Attracting more clients to grow the business is a constant challenge for RIA firms, and it was the subject of a lively discussion at Schwab Impact 2018.
“Being a fiduciary and independent won’t be enough” for firms to differentiate themselves in an increasingly competitive market, according to Salim Ramji, head of BlackRock’s U.S. Wealth Advisory business, who introduced the panel of three successful entrepreneurial CEOs who work with RIA firms: Eric Clarke of Orion Advisor Services, Joe Duran of United Capital Financial Partners and Shirl Penney of Dynasty Financial Partners.
All three offered their analysis and prescriptions for how RIA firms can grow organically and from mergers and acquisitions, often piggybacking on the suggestions of each other.
Here are some of their recommendations and the key factors they said advisors should keep in mind.

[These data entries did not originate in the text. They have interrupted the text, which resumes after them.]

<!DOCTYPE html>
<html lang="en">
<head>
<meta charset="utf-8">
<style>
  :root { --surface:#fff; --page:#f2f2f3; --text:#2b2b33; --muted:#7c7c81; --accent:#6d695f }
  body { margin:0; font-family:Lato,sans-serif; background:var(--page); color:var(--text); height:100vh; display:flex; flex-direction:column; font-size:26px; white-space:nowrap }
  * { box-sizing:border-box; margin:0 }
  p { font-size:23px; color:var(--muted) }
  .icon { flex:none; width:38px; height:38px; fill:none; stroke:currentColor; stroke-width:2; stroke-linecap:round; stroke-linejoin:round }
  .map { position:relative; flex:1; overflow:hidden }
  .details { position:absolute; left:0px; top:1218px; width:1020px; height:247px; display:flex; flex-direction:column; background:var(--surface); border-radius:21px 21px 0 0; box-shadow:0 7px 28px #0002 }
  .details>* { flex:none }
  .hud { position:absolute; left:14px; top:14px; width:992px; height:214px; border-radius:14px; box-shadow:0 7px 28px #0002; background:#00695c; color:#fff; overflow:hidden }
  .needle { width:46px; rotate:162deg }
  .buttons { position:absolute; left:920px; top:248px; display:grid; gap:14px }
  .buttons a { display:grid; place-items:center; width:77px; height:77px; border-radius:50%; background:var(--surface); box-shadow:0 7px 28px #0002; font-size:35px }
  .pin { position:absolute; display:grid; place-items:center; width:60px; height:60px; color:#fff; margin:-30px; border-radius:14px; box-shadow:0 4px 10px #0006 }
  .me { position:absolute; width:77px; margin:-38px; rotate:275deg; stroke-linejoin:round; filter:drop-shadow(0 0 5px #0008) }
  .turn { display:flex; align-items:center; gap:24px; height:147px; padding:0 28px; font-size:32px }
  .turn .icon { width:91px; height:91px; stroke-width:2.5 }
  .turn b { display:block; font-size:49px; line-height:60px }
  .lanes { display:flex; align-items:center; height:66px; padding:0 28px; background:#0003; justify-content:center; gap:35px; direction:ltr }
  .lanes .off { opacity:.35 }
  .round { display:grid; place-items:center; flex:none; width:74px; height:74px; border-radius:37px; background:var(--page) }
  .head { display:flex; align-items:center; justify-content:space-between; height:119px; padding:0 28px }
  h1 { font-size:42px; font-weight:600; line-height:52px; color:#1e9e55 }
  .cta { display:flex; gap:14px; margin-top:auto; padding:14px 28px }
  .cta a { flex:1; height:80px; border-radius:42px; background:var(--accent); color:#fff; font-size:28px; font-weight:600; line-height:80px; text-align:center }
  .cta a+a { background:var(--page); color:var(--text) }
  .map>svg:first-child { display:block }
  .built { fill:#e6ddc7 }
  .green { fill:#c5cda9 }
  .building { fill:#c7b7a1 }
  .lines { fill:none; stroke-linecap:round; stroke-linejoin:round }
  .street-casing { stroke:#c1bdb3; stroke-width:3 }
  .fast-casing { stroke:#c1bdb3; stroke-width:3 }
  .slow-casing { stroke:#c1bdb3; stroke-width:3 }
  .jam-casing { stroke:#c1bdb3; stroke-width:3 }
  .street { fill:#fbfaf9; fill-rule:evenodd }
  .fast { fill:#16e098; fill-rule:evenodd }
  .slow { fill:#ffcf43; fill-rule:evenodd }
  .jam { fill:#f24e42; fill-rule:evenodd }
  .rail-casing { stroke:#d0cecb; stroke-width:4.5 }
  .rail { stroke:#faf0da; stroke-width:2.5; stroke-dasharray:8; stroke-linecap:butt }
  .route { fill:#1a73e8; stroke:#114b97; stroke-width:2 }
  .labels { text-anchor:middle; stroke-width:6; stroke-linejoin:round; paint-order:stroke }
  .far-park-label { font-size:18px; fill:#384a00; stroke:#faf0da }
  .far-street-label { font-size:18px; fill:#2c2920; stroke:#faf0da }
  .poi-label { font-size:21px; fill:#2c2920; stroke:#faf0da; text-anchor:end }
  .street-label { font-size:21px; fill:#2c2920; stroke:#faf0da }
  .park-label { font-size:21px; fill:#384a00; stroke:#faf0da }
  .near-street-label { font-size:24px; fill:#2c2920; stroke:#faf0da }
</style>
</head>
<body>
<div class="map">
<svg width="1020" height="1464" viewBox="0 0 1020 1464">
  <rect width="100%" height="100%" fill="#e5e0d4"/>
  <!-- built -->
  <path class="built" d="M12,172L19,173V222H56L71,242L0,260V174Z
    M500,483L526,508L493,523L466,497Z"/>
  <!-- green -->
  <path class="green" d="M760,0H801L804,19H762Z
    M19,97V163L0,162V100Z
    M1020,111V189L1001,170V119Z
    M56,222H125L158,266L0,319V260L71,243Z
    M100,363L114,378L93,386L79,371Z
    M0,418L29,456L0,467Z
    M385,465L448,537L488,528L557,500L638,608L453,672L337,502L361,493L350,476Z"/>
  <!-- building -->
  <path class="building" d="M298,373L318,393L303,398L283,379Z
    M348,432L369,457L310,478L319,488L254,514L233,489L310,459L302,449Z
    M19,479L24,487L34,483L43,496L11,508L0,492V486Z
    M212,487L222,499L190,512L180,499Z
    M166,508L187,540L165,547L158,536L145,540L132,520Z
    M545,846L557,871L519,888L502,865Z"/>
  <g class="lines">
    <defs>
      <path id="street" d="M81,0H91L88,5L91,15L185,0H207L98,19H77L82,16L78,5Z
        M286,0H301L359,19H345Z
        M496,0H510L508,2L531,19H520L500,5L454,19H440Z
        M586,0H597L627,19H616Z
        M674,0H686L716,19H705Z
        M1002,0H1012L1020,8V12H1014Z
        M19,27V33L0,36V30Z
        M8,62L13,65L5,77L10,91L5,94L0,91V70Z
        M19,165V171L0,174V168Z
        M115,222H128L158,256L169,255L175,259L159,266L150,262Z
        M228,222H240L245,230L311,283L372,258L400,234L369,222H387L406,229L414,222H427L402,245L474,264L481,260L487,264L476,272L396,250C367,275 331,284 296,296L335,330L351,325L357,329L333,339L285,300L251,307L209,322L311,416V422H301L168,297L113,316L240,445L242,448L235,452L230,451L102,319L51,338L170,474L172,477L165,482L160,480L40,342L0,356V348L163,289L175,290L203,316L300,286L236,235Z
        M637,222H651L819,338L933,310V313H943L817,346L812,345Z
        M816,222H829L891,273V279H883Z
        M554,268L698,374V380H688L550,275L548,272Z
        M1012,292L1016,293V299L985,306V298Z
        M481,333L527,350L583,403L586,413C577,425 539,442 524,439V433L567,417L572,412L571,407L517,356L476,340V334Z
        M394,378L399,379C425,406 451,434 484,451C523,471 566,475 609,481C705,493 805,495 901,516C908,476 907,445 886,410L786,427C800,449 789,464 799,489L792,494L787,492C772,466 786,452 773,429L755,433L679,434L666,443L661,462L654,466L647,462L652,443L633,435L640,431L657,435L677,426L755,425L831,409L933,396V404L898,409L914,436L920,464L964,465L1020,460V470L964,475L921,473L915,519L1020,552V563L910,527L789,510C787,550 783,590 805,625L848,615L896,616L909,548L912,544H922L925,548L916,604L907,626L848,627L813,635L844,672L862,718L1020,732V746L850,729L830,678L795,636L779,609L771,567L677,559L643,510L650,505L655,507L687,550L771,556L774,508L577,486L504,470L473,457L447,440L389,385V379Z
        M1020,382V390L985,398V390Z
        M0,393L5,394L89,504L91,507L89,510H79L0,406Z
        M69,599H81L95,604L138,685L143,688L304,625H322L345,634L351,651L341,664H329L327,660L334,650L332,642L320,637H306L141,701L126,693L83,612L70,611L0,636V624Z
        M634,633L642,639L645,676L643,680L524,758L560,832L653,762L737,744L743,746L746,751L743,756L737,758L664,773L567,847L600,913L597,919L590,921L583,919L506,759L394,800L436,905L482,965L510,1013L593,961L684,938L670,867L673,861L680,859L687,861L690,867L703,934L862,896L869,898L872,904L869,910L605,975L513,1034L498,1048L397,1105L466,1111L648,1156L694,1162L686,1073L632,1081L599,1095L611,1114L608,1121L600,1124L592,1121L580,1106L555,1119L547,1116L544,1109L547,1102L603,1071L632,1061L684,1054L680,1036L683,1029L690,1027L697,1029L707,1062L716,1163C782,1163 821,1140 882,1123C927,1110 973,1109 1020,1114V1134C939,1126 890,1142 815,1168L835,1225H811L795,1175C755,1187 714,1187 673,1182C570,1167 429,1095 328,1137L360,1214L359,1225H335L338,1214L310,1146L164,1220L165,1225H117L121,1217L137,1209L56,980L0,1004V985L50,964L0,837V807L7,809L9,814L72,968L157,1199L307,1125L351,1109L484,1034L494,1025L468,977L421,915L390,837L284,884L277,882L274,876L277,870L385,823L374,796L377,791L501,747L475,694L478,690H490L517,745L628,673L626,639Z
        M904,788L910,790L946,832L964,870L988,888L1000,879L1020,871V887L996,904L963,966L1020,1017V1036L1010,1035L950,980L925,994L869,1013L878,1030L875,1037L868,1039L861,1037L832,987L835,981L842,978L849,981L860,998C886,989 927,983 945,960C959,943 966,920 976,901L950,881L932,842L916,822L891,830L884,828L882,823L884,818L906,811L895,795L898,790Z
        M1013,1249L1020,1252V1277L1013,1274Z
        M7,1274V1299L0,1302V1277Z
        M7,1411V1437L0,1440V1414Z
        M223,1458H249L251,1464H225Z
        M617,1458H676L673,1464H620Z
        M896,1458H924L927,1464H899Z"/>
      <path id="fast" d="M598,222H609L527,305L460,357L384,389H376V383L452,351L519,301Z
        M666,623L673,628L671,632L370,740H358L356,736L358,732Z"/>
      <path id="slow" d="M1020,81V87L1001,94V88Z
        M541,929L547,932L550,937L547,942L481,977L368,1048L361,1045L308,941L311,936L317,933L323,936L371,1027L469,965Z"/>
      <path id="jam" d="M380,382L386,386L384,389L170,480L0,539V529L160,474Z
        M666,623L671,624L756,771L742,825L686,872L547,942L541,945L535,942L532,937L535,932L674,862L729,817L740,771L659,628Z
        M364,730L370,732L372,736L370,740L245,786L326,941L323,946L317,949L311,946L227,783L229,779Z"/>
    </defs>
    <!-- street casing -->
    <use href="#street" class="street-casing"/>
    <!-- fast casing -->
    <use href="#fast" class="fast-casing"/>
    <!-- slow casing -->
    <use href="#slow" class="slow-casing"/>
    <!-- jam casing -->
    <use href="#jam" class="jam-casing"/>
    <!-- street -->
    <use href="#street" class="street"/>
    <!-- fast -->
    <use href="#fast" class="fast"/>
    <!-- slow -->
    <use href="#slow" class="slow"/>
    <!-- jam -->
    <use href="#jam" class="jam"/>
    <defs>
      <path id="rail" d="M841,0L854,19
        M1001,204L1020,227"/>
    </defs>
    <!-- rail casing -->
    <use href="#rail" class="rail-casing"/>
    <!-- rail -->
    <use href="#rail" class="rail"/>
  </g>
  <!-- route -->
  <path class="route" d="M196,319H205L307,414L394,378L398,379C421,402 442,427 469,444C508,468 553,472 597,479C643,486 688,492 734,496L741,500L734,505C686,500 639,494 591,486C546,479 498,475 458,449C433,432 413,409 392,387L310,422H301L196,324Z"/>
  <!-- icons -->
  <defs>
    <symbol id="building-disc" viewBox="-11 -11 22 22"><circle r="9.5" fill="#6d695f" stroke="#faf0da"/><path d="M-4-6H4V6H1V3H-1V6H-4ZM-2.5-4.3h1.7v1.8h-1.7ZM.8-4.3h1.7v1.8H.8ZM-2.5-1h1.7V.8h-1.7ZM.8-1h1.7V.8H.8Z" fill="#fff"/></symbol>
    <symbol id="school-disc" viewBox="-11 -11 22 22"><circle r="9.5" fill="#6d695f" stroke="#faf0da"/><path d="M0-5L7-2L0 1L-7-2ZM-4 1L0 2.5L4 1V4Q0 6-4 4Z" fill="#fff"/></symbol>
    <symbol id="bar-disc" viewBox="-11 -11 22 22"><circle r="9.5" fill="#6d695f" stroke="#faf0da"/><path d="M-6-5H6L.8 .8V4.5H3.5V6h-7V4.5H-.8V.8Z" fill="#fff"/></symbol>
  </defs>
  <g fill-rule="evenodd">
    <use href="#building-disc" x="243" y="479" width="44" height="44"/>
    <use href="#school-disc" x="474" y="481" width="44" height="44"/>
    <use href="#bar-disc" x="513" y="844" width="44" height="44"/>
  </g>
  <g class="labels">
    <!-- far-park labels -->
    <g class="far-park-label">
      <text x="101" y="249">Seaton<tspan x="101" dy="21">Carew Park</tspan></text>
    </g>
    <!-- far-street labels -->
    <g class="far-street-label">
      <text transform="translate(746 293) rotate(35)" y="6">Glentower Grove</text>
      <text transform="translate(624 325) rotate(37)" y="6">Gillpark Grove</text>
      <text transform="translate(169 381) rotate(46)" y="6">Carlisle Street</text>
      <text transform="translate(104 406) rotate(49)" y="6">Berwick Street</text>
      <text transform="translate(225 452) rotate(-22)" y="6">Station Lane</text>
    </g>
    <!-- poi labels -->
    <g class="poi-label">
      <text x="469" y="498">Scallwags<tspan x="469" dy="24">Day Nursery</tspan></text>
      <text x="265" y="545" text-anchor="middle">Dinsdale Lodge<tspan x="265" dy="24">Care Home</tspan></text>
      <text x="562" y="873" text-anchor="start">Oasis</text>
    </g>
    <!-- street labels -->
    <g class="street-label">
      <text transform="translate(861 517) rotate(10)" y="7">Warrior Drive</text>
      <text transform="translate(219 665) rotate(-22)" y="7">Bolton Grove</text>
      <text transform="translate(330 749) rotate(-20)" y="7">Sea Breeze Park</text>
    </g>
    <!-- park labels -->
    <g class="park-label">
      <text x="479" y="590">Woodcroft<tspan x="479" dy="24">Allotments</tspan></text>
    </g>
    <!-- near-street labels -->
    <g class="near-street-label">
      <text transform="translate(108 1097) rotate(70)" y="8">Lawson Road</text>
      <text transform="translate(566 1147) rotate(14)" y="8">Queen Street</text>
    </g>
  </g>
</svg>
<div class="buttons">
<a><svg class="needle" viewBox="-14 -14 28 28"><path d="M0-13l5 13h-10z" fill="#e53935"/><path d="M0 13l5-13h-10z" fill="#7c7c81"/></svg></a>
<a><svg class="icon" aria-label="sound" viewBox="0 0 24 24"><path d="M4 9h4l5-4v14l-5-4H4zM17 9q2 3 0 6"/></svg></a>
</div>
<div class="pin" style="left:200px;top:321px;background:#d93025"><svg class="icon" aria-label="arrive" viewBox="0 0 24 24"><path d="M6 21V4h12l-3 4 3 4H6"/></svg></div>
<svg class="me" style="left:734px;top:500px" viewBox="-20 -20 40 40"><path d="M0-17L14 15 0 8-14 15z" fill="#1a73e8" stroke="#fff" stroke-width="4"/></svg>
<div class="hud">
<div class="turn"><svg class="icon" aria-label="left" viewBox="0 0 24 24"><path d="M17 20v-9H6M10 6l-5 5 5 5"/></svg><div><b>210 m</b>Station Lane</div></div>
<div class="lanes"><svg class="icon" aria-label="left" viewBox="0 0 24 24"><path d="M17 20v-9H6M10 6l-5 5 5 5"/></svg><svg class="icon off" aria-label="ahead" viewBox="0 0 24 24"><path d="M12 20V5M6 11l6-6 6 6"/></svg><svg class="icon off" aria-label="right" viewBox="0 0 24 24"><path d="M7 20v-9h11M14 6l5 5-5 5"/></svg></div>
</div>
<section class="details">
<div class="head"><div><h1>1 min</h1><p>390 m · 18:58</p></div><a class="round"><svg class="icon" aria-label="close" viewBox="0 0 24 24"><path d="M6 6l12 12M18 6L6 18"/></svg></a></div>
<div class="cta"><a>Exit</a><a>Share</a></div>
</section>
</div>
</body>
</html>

1. Enhance the Client Experience
“There’s nothing more important for the survivability of your business than client experience,” Duran said.
A client’s digital experience is key, according to Penney. “If you’re not on your client’s phone — and they are on their phones six or seven hours a day — you run risk of becoming irrelevant for high-net-worth clients.”
A favorable client experience can also translate into referrals, which is the No. 1 way advisors grow their business, said Clarke, who favors an open architecture. “Your brand depends on what your clients think.”
“Consumers want to feel important. Make they feel important. That way you retain your fee,” said Duran.
“There are two things clients care about,” said Penney, “experience and the competency of your advice.”
2. Embrace Technology
“Technology is the great equalizer,” said Clarke. The right technology can help advisory firms not only differentiate the client experience but also increase return on investment.
With the right technology put in place and staff managed appropriately, technology can free up time for advisors to focus on the services that their clients care about and help the firm to grow, said Penney.
But technology must must integrate seamlessly with service delivery, like the way Amazon and Netflix operate, so consumers know what they’re getting, said Duran. “The consumer has to be at the center.” He suggested that firms check the growth of revenue per employee. To check if they’re investing enough in technology.
3. Take Advantage of Huge Demographic Shifts
Consult on business succession and transition of your clients, said Clarke. Baby boomers who own a family businesses could have a “liquidation event” to fund their retirement, which is a “huge demographic opportunity. Boomers have all the money.”
But don’t forget the Gen Xers, Duran said. They are “the most influential and underrated generation” and they will eventually get the money.
4. Check Staffing Levels
Staffing costs are the biggest item on advisor P&Ls, and 90% “of the RIAs we meet are overstaffed,” said Penney. Also, “make sure to have right staff,” said Clarke.
Penney suggested that firms consider adding a chief of staff to help develop talent for their firm and deal with administrative operations.
He also recommended that firms adopt a business model that’s tied to revenue. Then, as the firm grows, it will a have sense of whether to add staff or tech, or open another office. “This can help move you from a world-class advisor to world-class CEO.”
5. Grow Organically and Inorganically
There are 700 RIA firms with $1 billion or more in assets under management, and they’re winning disproportionately more business, said Penney. “Have people dedicated to both means of growth. The best firms do.”
When considering an M&A deal, “Incorporate integration costs into the costs,” said Duran. noting that the failure to do so will likely mean the deal is much more expensive than you think.
Also, “If you think you’re getting an interesting deal, I promise you it’s expensive. Be realistic about actual economics.”
6. Disrupt Your Own Business and Ask the Hard Questions
Firms that are willing to disrupt their own models by leveraging technologies and tools will improve their margins and drive profitability, said Clarke. “If you’re not willing to change, you’re at risk.”
“Ask yourself what if I’m wrong? What could you do differently?” said Duran, noting that sacred cows could be holding you back from being all you can be. He noted that every 18 months his firm asks “how can we beat United Capital?”